The January 6th committee, which had been chaired by Rep. Bennie Thompson (D-MS), also pushed a debunked conspiracy theory regarding a GOP lawmaker allegedly conducting a “reconnaissance tour” prior to the riot and successfully doctored text message evidence.

Trump addressed Thompson and former Rep. Liz Cheney’s (R-WY) role in pushing a false narrative about the riot and added, “Those people committed a major crime.”

An actionable crime?

“Honestly, they should go to jail,” Trump said, though he stated he would not influence his Justice Department or nominee for Attorney General Pam Bondi to take any specific actions.

These new comments come just days after President Joe Biden issued a pardon to his son, Hunter, a move that prompted Trump to suggest the January 6th prisoners should receive their own.

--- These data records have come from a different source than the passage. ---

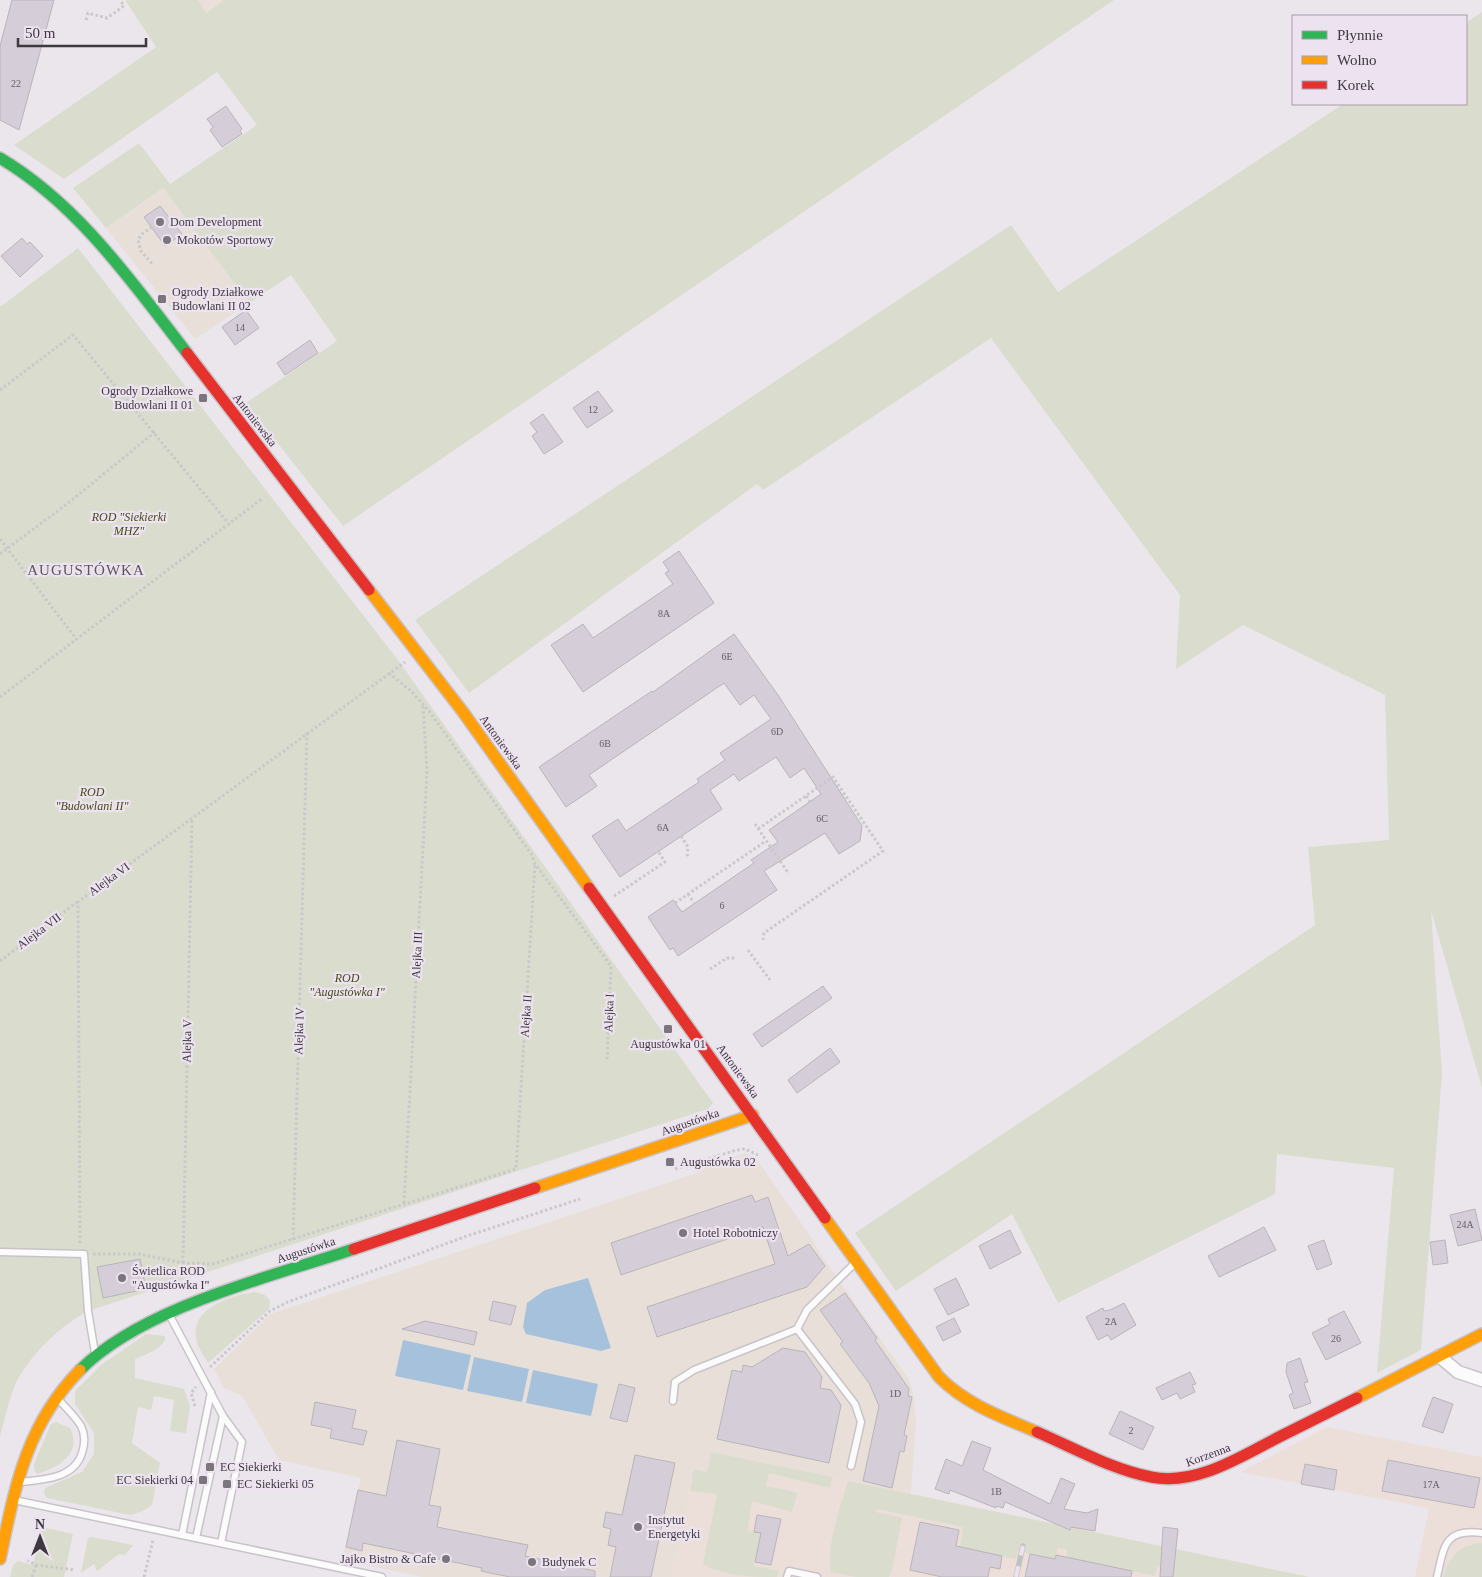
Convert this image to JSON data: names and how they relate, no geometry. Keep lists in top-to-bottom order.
{
  "streets": {
    "street": ["Antoniewska", "Augustówka", "Korzenna"],
    "path": [
      "Alejka VI",
      "Alejka VII",
      "Alejka III",
      "Alejka I",
      "Alejka II",
      "Alejka IV",
      "Alejka V"
    ]
  },
  "crossings": [
    ["Antoniewska", "Augustówka"],
    ["Antoniewska", "Korzenna"],
    ["Alejka VI", "Alejka VII"],
    ["Alejka VI", "Alejka IV"],
    ["Alejka VI", "Alejka V"],
    ["Alejka III", "Alejka II"],
    ["Alejka I", "Alejka II"]
  ],
  "districts": ["AUGUSTÓWKA"],
  "parks": ["ROD \"Siekierki MHZ\"", "ROD \"Budowlani II\"", "ROD \"Augustówka I\""],
  "places": {
    "other": [
      "Dom Development",
      "Mokotów Sportowy",
      "Hotel Robotniczy",
      "Świetlica ROD \"Augustówka I\"",
      "Instytut Energetyki",
      "Jajko Bistro & Cafe",
      "Budynek C"
    ],
    "transit": [
      "Ogrody Działkowe Budowlani II 02",
      "Ogrody Działkowe Budowlani II 01",
      "Augustówka 01",
      "Augustówka 02",
      "EC Siekierki",
      "EC Siekierki 04",
      "EC Siekierki 05"
    ]
  },
  "house_numbers": [
    "22",
    "14",
    "12",
    "8A",
    "6E",
    "6D",
    "6B",
    "6C",
    "6A",
    "6",
    "24A",
    "2A",
    "26",
    "1D",
    "2",
    "17A",
    "1B"
  ],
  "legend": ["Płynnie", "Wolno", "Korek"],
  "scale_bar": "50 m",
  "north": "top"
}
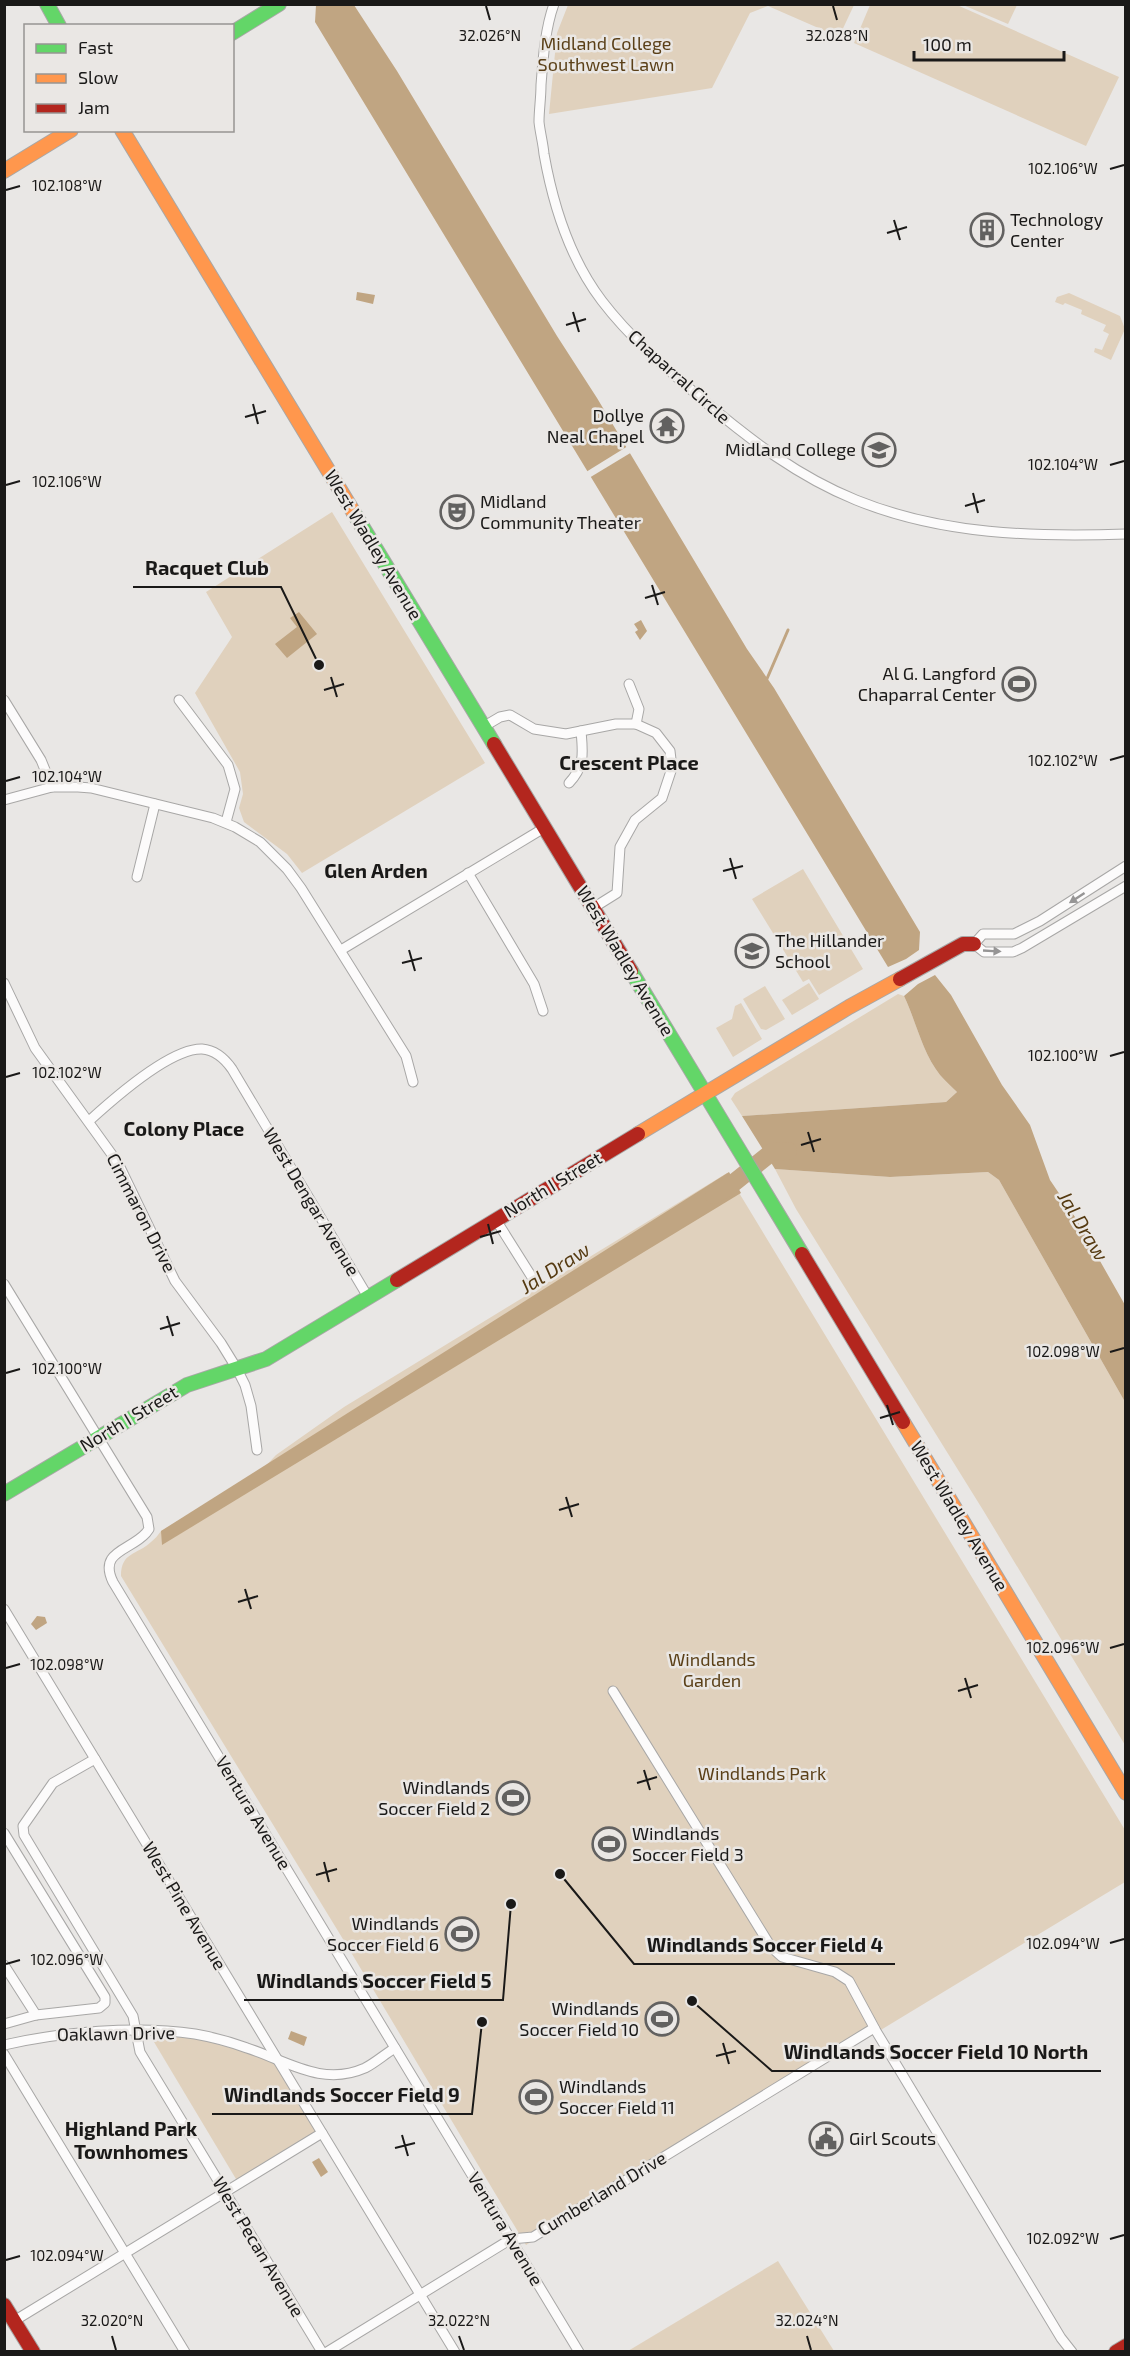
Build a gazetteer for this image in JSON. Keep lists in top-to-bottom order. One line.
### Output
{"streets":{"main road":["West Wadley Avenue","North I Street"],"street":["Chaparral Circle","West Dengar Avenue","Cimmaron Drive","Ventura Avenue","West Pine Avenue","Oaklawn Drive","Cumberland Drive","West Pecan Avenue"]},"crossings":[["West Wadley Avenue","North I Street"],["North I Street","West Dengar Avenue"],["North I Street","Cimmaron Drive"],["North I Street","Ventura Avenue"],["West Dengar Avenue","Cimmaron Drive"],["Ventura Avenue","Oaklawn Drive"],["Ventura Avenue","Cumberland Drive"],["West Pine Avenue","Oaklawn Drive"],["West Pine Avenue","Cumberland Drive"],["West Pine Avenue","West Pecan Avenue"],["Oaklawn Drive","West Pecan Avenue"]],"districts":["Crescent Place","Glen Arden","Colony Place","Highland Park Townhomes"],"water":["Jal Draw"],"parks":["Midland College Southwest Lawn","Windlands Garden","Windlands Park"],"places":{"building":["Technology Center"],"temple":["Dollye Neal Chapel"],"school or university":["Midland College","The Hillander School"],"theatre":["Midland Community Theater"],"other":["Racquet Club","Windlands Soccer Field 4","Windlands Soccer Field 5","Windlands Soccer Field 10 North","Windlands Soccer Field 9"],"sports":["Al G. Langford Chaparral Center","Windlands Soccer Field 2","Windlands Soccer Field 3","Windlands Soccer Field 6","Windlands Soccer Field 10","Windlands Soccer Field 11"],"public building":["Girl Scouts"]},"legend":["Fast","Slow","Jam"],"scale_bar":"100 m","coordinates":["32.026°N","32.028°N","102.106°W","102.108°W","102.104°W","102.102°W","102.100°W","102.098°W","102.096°W","102.094°W","102.092°W","32.020°N","32.022°N","32.024°N"]}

Hunter Biden’s Pardon Most Sweeping Since Nixon, Comes Just 24 Hours After Kash Patel’s Nomination


“Does the Pardon given by Joe to Hunter include the J-6 Hostages, who have now been imprisoned for years?” he asked. “Such an abuse and miscarriage of Justice!”

Trump has voiced consistent sympathy for many of those who were punished severely for what he considers lesser actions during the Capitol protest.

And he vowed to issue pardons to many of the individuals charged and convicted for their activities that day.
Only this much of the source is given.